A nota vai de 1 a 5. Se um curso tirar 1 ou 2 (desempenhos insatisfatórios), deverá receber uma visita presencial de representantes do MEC, para que uma nova avaliação seja feita, de forma definitiva (que leva ao Conceito de Curso – CC). Quando, mesmo depois desta segunda chance, a nota continua baixa, o curso é fechado.
“A maioria dos cursos tem nota 3. Essa regulação não consegue captar aqueles que têm problemas, por causa de falhas na natureza da avaliação e de dificuldades de como agir diante de graduações ‘ruins’”, diz Gontijo.

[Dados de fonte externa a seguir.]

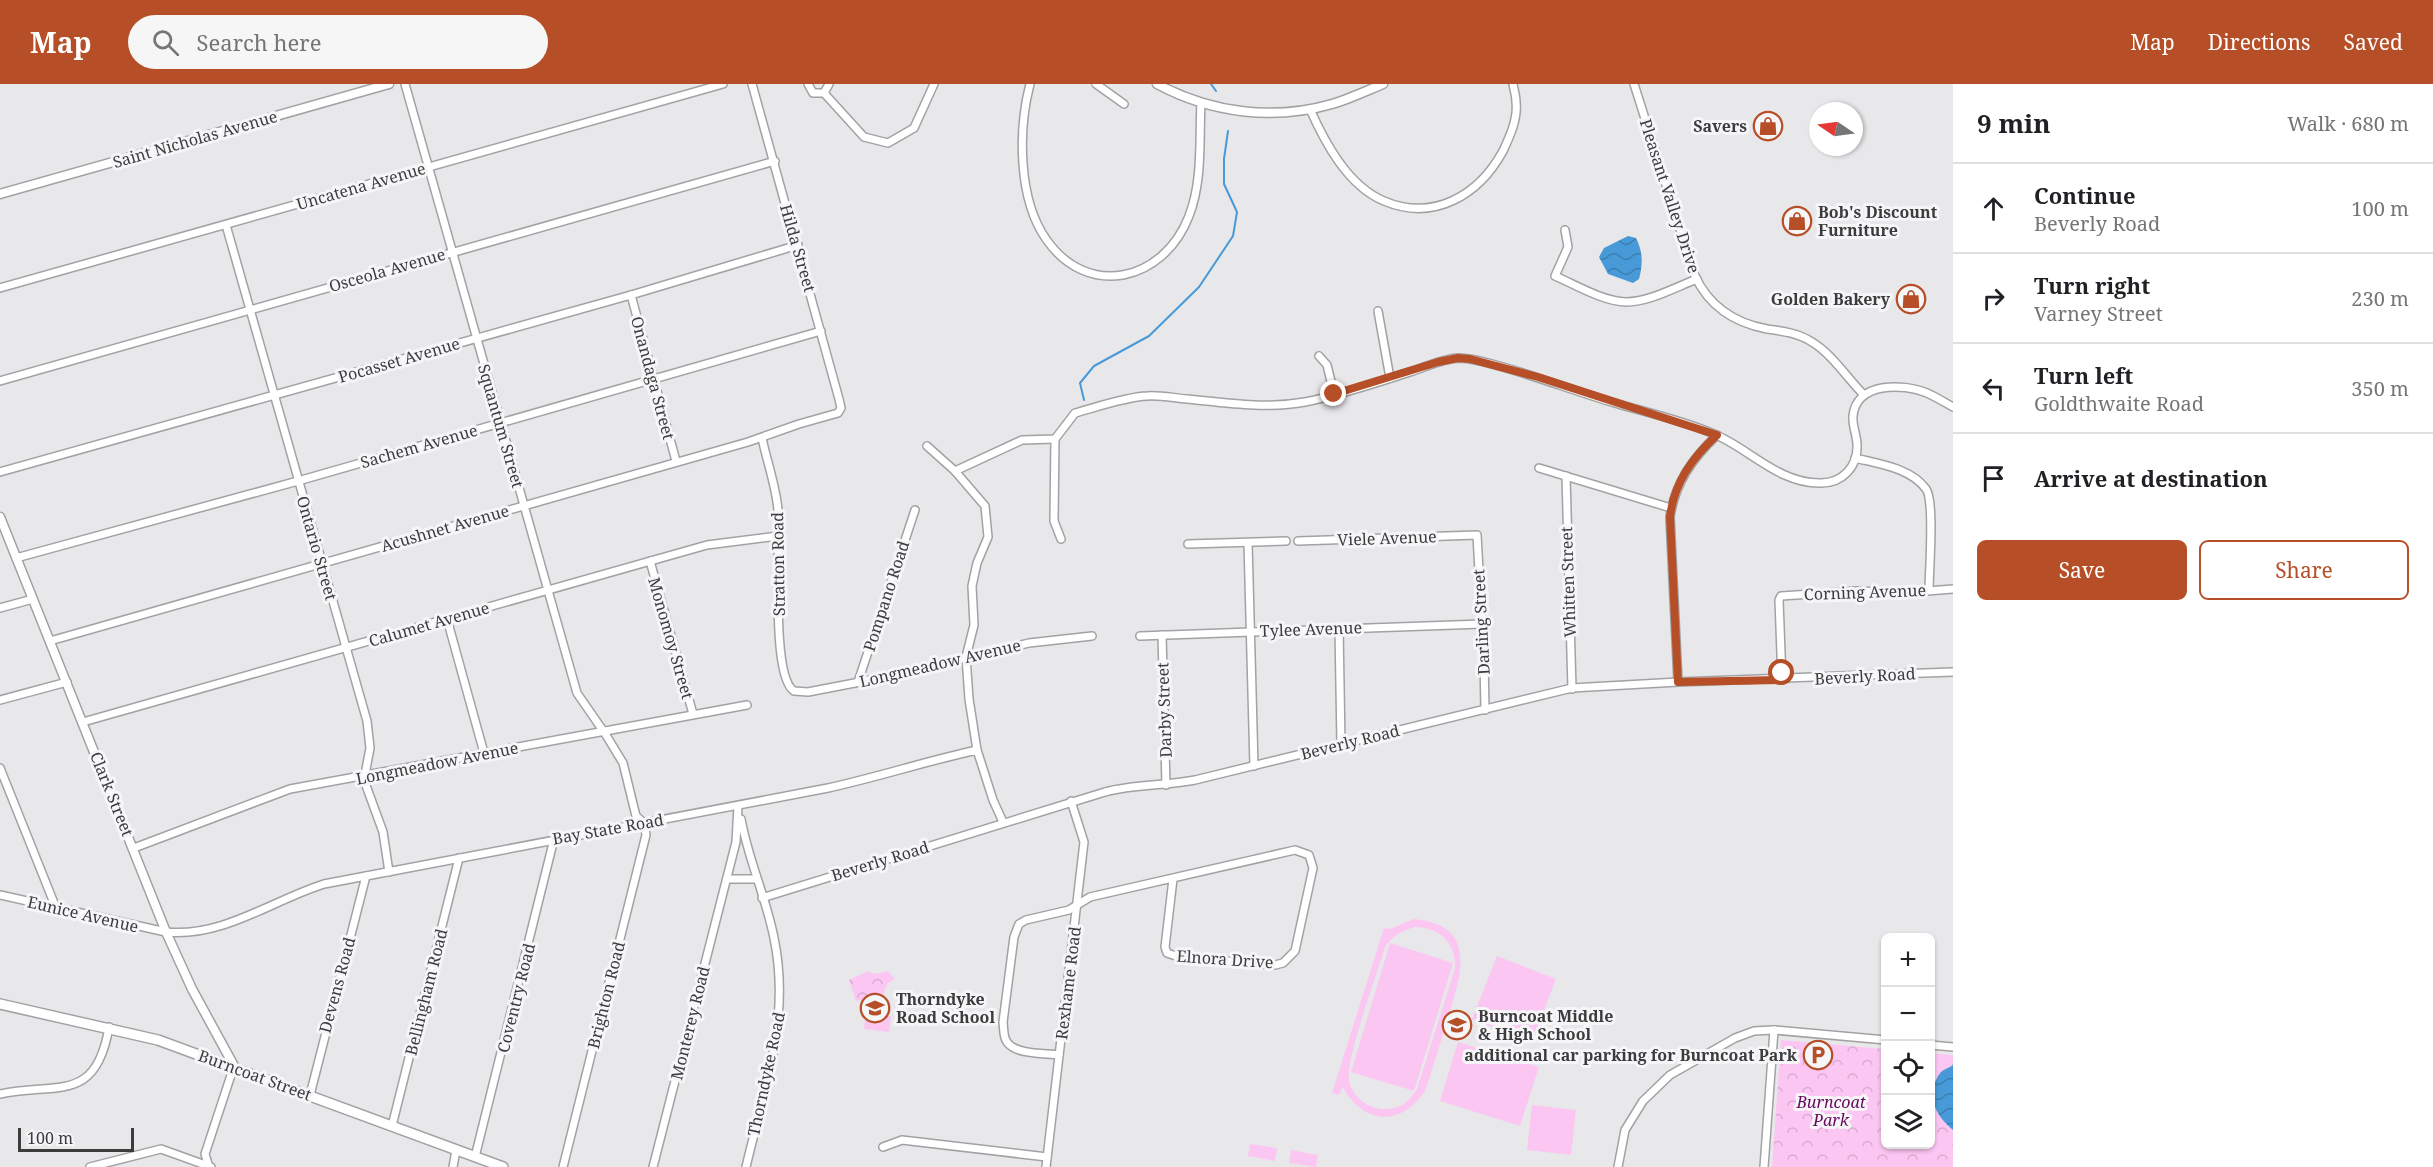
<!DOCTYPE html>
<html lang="en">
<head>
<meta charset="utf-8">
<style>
	:root { --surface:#fff; --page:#f6f6f6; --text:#202124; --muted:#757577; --line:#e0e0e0; --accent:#b64f27 }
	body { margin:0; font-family:"Noto Serif",serif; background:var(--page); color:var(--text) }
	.controls { position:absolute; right:18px; bottom:18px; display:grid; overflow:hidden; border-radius:9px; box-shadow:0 2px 4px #0004 }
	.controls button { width:54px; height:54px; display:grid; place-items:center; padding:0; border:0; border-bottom:2px solid var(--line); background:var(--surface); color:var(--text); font:30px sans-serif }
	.compass { position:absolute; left:1809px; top:18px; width:54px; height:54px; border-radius:50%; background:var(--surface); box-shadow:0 2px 4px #0004; rotate:283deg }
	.scale { position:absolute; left:18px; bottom:15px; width:116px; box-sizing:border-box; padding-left:6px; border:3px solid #3c3c3d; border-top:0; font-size:16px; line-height:21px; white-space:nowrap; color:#3c3c3d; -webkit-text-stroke:4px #f6f5f8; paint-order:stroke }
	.stop { position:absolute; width:18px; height:18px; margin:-14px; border:4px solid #b64f27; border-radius:50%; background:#fff }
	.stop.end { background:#b64f27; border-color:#fff; box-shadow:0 2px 6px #0008 }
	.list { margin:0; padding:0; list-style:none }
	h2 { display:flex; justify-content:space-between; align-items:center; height:78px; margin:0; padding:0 24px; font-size:26px }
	h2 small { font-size:20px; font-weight:400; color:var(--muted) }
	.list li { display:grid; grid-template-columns:39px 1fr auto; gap:18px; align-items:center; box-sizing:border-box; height:90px; padding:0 24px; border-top:2px solid var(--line) }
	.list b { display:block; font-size:22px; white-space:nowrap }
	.list p { margin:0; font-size:20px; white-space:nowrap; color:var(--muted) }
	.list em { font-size:20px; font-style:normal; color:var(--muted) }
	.actions { display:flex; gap:12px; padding:18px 24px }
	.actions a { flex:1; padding:14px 0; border:2px solid var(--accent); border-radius:9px; text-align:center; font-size:21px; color:var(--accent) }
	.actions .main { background:var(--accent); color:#fff }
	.icon { flex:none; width:33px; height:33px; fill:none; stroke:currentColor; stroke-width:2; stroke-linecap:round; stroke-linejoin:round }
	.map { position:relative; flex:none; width:1953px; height:1083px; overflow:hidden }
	header { display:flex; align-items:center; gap:36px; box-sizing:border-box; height:84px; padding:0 30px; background:var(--accent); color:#fff }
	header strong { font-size:28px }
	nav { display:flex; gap:33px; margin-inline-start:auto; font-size:21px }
	.search { width:420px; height:54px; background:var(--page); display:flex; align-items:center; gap:15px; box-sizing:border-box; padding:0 21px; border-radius:33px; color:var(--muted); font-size:22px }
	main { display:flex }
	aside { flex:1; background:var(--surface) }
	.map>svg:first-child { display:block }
</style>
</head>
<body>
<header>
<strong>Map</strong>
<div class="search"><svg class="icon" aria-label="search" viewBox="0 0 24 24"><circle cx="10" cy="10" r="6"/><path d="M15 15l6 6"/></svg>Search here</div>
<nav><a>Map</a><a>Directions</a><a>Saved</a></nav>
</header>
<main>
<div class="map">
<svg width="1953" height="1083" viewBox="0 0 1953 1083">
	<defs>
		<pattern id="park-crowns" width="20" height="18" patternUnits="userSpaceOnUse" patternTransform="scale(1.5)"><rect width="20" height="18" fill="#fcc6f2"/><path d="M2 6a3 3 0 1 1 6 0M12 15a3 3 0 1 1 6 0" fill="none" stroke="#d9abd0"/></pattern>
		<pattern id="water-waves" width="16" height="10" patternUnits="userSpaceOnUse" patternTransform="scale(1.5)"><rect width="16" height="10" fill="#479ad7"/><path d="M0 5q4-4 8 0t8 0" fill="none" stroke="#3c7fb0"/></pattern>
	</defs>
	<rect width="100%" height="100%" fill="#e8e8eb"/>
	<g fill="url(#park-crowns)">
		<path d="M868,887L874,890L888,887L895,895L888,899L881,915L868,914L856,917L849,896Z"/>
		<path d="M1781,956L1885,965L1886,1060H1930L1931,969L1953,971V1083H1772Z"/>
	</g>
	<g fill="#fcc6f2" fill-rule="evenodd">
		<path d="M1414,835C1482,841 1459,897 1446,940C1439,962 1433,985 1425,1007C1401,1043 1363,1041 1343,1003L1339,1011L1332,1009L1384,844L1390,845ZM1416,843C1440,844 1456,859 1455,884L1417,1005C1409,1018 1399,1026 1383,1025C1367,1024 1353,1013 1349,997C1345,976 1378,888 1385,863C1394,851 1402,846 1416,843Z"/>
		<path d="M1390,859L1453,879L1414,1007L1351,988Z"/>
		<path d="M1497,872L1556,895L1532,958L1472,935Z"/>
		<path d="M866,929L891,932L889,948L864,945Z"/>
		<path d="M1458,958L1539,983L1520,1042L1440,1017Z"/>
		<path d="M1532,1021L1576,1026L1571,1071L1527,1066Z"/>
		<path d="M1250,1060L1277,1064L1275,1077L1248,1072Z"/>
		<path d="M1291,1066L1318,1071L1316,1083L1289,1079Z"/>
	</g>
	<g fill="url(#water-waves)">
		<path d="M1628,152L1636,154C1643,168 1643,180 1639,195L1633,199L1608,190L1599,173L1604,164Z"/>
		<path d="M1953,981V1046C1935,1031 1924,1010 1941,988C1944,985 1949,984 1953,981Z"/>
	</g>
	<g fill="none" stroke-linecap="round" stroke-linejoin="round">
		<g stroke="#479ad7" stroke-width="2">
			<path d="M1211,0L1216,7"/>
			<path d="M1084,316L1080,299L1094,282L1149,252L1199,203L1233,152L1237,128L1224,100V75L1228,47"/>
		</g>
		<g stroke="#a2a2a4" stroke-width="10">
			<g id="minor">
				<path d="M405,0L577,609L606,651L623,679L636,732L644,739L646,751L563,1083"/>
				<path d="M808,0L813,9H824L864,53L888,59L914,44L934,0"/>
				<path d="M1030,0C1018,46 1018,115 1046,155C1088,216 1164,197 1189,132C1203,96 1199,56 1201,19"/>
				<path d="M1096,0L1124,20"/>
				<path d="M1634,0L1695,192C1709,222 1735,239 1767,245C1782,247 1798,249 1812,258C1832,270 1847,294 1864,311"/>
				<path d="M824,9L829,0"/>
				<path d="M1310,25C1325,59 1348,102 1384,117C1434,138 1479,111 1503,67C1510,52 1518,35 1516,18C1516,12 1514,6 1513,0"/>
				<path d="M226,141L367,637L370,664L364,696L383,748L389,788"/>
				<path d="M1565,146L1568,163L1555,192C1576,201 1602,217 1626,218C1649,218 1676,203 1697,195"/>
				<path d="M0,204L723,0"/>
				<path d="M631,211L676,377"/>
				<path d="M1378,227L1390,294"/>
				<path d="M1319,272L1327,281L1334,310"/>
				<path d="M0,297L775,77"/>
				<path d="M762,354C767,378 776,402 778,426C781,458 770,592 794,607L808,608L865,597L1029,559L1092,552"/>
				<path d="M1055,355L1054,437L1061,455"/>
				<path d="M927,362L955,387L985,422L988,453L977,479L972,502L974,541L966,573L969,615L977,666"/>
				<path d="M1855,374C1879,380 1911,384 1926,405C1935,417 1929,487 1929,506"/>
				<path d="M1539,384L1671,424"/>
				<path d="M955,387L1022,356L1055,355L1075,329C1097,323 1125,313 1147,312C1160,311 1174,314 1187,315C1227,319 1265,325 1305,318C1341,311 1376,299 1410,288C1426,283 1441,275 1458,274C1469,274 1481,277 1492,280C1534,291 1574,307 1615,319C1648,329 1682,336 1714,350C1750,365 1779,400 1821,399C1842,399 1858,383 1857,361C1857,351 1852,342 1853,332C1856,298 1903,299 1927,309C1936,313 1944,318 1953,323"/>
				<path d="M0,388L631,211L798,161"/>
				<path d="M1566,392L1572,605"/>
				<path d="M1298,457L1477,451L1484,576L1485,626"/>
				<path d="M1248,459L1254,682"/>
				<path d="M1188,460L1286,457"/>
				<path d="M16,474L298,397L821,247"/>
				<path d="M650,477L693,630"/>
				<path d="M0,524L33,515"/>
				<path d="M447,535L484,669"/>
				<path d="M1339,544L1341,660"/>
				<path d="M1162,551L1166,701"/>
				<path d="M1140,552L1482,540"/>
				<path d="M50,557L748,358L799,340L838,329L841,324L839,315L752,0"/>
				<path d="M1782,596L1779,516L1781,512L1857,507L1902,509L1953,505"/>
				<path d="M858,598L915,426"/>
				<path d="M1678,598L1670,433C1675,399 1692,375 1717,351"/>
				<path d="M0,616L67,598"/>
				<path d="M83,638L707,461L778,452"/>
				<path d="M0,684L56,824"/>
				<path d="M741,735C748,775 766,813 774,854C791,934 764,1006 746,1083"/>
				<path d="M134,764L290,705L747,621"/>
				<path d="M727,795H756"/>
				<path d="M0,811L166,848C222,854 273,816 324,800L828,704C878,693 927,677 977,666L993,716L1003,738"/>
				<path d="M762,814L1105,708C1135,700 1165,702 1195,696L1572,604L1678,598L1953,588"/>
				<path d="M1930,961L1953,963"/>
				<path d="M1059,971C1045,969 1016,971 1007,958C1003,953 1004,945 1003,938L1014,853L1019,840L1026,836L1069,826L1090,813L1295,766L1309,771L1313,784L1295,867L1283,879L1275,881L1179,873L1167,869L1165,863L1173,795"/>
				<path d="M0,1010C57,998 96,1020 109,943"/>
				<path d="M310,1011L366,792"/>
				<path d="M392,1042L459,774"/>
				<path d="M883,1063L902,1056L1047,1073"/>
				<path d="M475,1073L554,755"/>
				<path d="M90,1083L161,1065L211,1083"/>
				<path d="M209,1083L205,1070L234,982"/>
				<path d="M453,1083L456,1066"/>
				<path d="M653,1083L736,758L738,722"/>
				<path d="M1046,1083L1084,758L1071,717"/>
				<path d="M1618,1083L1625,1046L1643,1017L1670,991L1735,954L1754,947L1774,946L1886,956"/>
				<path d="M1764,1083L1774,946"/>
			</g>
		</g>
		<g stroke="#a2a2a4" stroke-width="11">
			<g id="tertiary">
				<path d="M1157,0C1211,29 1273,37 1332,20C1349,15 1366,7 1383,0"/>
				<path d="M0,110L389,0"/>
				<path d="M0,433L166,848L192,905L234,982"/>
			</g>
		</g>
		<g stroke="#a2a2a4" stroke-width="12">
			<path id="secondary" d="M0,920L158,956L503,1083"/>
		</g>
		<use href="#minor" stroke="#fff" stroke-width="7"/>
		<use href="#tertiary" stroke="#fff" stroke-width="8"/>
		<use href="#secondary" stroke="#fff" stroke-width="9"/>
	</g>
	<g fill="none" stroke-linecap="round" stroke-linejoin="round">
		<path stroke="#b64f27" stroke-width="8" d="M1334,310L1438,278L1458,274L1470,275L1538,293L1717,351C1692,374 1674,399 1670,433L1678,598L1782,596V589"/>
	</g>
	<defs>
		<g id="shop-ring" transform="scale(1.5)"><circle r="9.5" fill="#f6f5f8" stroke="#b64f27" stroke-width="1.5"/><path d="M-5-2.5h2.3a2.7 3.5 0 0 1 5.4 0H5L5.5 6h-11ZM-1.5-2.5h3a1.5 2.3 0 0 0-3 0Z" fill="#b64f27"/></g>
		<g id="school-ring" transform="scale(1.5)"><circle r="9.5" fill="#f6f5f8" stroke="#b64f27" stroke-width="1.5"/><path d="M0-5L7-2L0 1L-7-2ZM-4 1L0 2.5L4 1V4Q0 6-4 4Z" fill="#b64f27"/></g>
		<g id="parking-ring" transform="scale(1.5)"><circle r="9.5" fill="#f6f5f8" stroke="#b64f27" stroke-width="1.5"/><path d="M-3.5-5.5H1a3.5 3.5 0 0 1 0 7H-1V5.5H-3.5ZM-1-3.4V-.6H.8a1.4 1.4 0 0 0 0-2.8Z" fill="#b64f27"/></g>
	</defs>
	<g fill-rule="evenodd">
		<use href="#shop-ring" x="1768" y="42"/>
		<use href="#shop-ring" x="1797" y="137"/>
		<use href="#shop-ring" x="1911" y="215"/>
		<use href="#school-ring" x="875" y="924"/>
		<use href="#school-ring" x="1457" y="941"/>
		<use href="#parking-ring" x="1818" y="971"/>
	</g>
	<g text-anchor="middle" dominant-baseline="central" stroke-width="6" stroke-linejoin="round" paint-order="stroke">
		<g font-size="16" font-weight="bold" fill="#3c3c3d" stroke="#f6f5f8" text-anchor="end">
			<text x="1747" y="42">Savers</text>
			<text x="1818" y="128" text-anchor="start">Bob's Discount<tspan x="1818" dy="18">Furniture</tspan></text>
			<text x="1890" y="215">Golden Bakery</text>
			<text x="896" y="915" text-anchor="start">Thorndyke<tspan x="896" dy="18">Road School</tspan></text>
			<text x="1478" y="932" text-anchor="start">Burncoat Middle<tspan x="1478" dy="18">&amp; High School</tspan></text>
			<text x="1797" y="971">additional car parking for Burncoat Park</text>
		</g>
		<g font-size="16" fill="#3c3c3d" stroke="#f6f5f8">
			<text transform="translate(195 55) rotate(-16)">Saint Nicholas Avenue</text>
			<text transform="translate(361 102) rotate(-16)">Uncatena Avenue</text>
			<text transform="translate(1670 112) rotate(72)">Pleasant Valley Drive</text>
			<text transform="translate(798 164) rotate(74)">Hilda Street</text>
			<text transform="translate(387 186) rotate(-16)">Osceola Avenue</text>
			<text transform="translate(399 276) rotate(-16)">Pocasset Avenue</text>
			<text transform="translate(653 294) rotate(75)">Onandaga Street</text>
			<text transform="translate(501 342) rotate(74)">Squantum Street</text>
			<text transform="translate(419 362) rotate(-16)">Sachem Avenue</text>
			<text transform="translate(445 444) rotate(-16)">Acushnet Avenue</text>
			<text transform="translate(1387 454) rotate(-2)">Viele Avenue</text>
			<text transform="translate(317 464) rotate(74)">Ontario Street</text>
			<text transform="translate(778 480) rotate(-91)">Stratton Road</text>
			<text transform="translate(1568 498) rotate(-92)">Whitten Street</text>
			<text transform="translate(1865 508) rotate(-2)">Corning Avenue</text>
			<text transform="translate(886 512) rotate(-72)">Pompano Road</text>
			<text transform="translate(1481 538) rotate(-93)">Darling Street</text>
			<text transform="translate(429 540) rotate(-16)">Calumet Avenue</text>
			<text transform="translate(1311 545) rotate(-2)">Tylee Avenue</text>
			<text transform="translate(671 554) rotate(74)">Monomoy Street</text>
			<text transform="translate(940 579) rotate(-13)">Longmeadow Avenue</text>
			<text transform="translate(1865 592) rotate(-3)">Beverly Road</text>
			<text transform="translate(1164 626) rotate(-92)">Darby Street</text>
			<text transform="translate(1350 658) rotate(-14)">Beverly Road</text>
			<text transform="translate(437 679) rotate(-11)">Longmeadow Avenue</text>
			<text transform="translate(112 710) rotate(68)">Clark Street</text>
			<text transform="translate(608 745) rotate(-10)">Bay State Road</text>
			<text transform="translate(880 777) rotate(-17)">Beverly Road</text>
			<text transform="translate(83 830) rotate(13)">Eunice Avenue</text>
			<text transform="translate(1225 875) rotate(4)">Elnora Drive</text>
			<text transform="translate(1068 899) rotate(-83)">Rexhame Road</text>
			<text transform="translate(337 901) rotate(-75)">Devens Road</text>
			<text transform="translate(426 908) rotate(-76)">Bellingham Road</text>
			<text transform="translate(606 911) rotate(-76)">Brighton Road</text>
			<text transform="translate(516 914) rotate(-76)">Coventry Road</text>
			<text transform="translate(690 939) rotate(-76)">Monterey Road</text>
			<text transform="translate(766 990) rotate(-78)">Thorndyke Road</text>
			<text transform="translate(255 991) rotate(20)">Burncoat Street</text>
		</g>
		<g font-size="16" font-style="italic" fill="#66085d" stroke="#f6f5f8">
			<text x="1831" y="1018">Burncoat<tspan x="1831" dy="18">Park</tspan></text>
		</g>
	</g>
</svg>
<div class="controls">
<button>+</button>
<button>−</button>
<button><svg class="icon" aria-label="locate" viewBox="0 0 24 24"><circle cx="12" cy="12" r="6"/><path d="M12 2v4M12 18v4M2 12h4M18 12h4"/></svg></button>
<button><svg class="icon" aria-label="layers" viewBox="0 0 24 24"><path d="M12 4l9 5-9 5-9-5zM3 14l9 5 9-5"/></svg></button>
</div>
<svg class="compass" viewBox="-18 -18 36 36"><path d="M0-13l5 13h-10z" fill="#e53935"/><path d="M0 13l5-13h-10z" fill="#757577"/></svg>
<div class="scale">100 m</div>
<div class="stop" style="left:1782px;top:589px"></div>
<div class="stop end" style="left:1334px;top:310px"></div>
</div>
<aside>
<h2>9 min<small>Walk · 680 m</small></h2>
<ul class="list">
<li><svg class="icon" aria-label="ahead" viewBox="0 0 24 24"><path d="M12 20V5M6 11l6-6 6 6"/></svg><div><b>Continue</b><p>Beverly Road</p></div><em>100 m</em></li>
<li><svg class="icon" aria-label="right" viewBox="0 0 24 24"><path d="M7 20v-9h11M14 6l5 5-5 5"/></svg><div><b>Turn right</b><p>Varney Street</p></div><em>230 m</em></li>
<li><svg class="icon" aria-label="left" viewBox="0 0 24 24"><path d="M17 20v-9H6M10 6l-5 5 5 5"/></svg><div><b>Turn left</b><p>Goldthwaite Road</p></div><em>350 m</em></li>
<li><svg class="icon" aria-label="arrive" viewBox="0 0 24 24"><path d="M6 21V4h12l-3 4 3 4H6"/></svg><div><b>Arrive at destination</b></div></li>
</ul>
<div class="actions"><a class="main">Save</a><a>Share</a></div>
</aside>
</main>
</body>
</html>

Para o especialista, o Enade:
não consegue mensurar as competências dos professores. “São questões de múltipla escolha que não dão conta de avaliar dimensões ligadas à prática”, diz.
E tem um peso baixo nos índices de avaliação dos cursos, como no CPC. “Se meus alunos forem mal no exame, consigo compensar contratando mais professores doutores ou comprando mais livros. Escapo, assim, das sanções do MEC”, afirma.
Os mecanismos de avaliação atuais precisam ser “atualizados e adaptados aos novos tempos” de EAD, diz Jeffrey, da Unicamp.
“Devem considerar os materiais didáticos usados no curso, a qualidade da plataforma e a formação dos professores. São aulas gravadas que estão sendo multiplicadas? Essas variáveis precisam ser levadas em conta.”
📓MEC promete mudanças no Enade
O MEC afirmou que “o estabelecimento de um prazo para a extinção de um curso é de difícil estimativa, tendo em vista as diferentes etapas envolvidas neste processo”, mas que há o período de “um ano para demonstrar que superou as fragilidades apontadas na avaliação”.
A pasta reforçou também que “trabalha em uma proposta de aperfeiçoamento do Enade a ser aplicada, justamente, às licenciaturas. O objetivo é dar mais ênfase na avaliação dos conhecimentos profissionais do professor”.
Uma das mudanças ocorrerá a partir do Enade 2024, com a criação de uma comissão exclusiva para a elaboração das provas que avaliarão a formação docente, diz a pasta.
“Melhorar a regulação é melhorar a qualidade do serviço que será prestado para a população. O impacto é grande”, comenta Gontijo.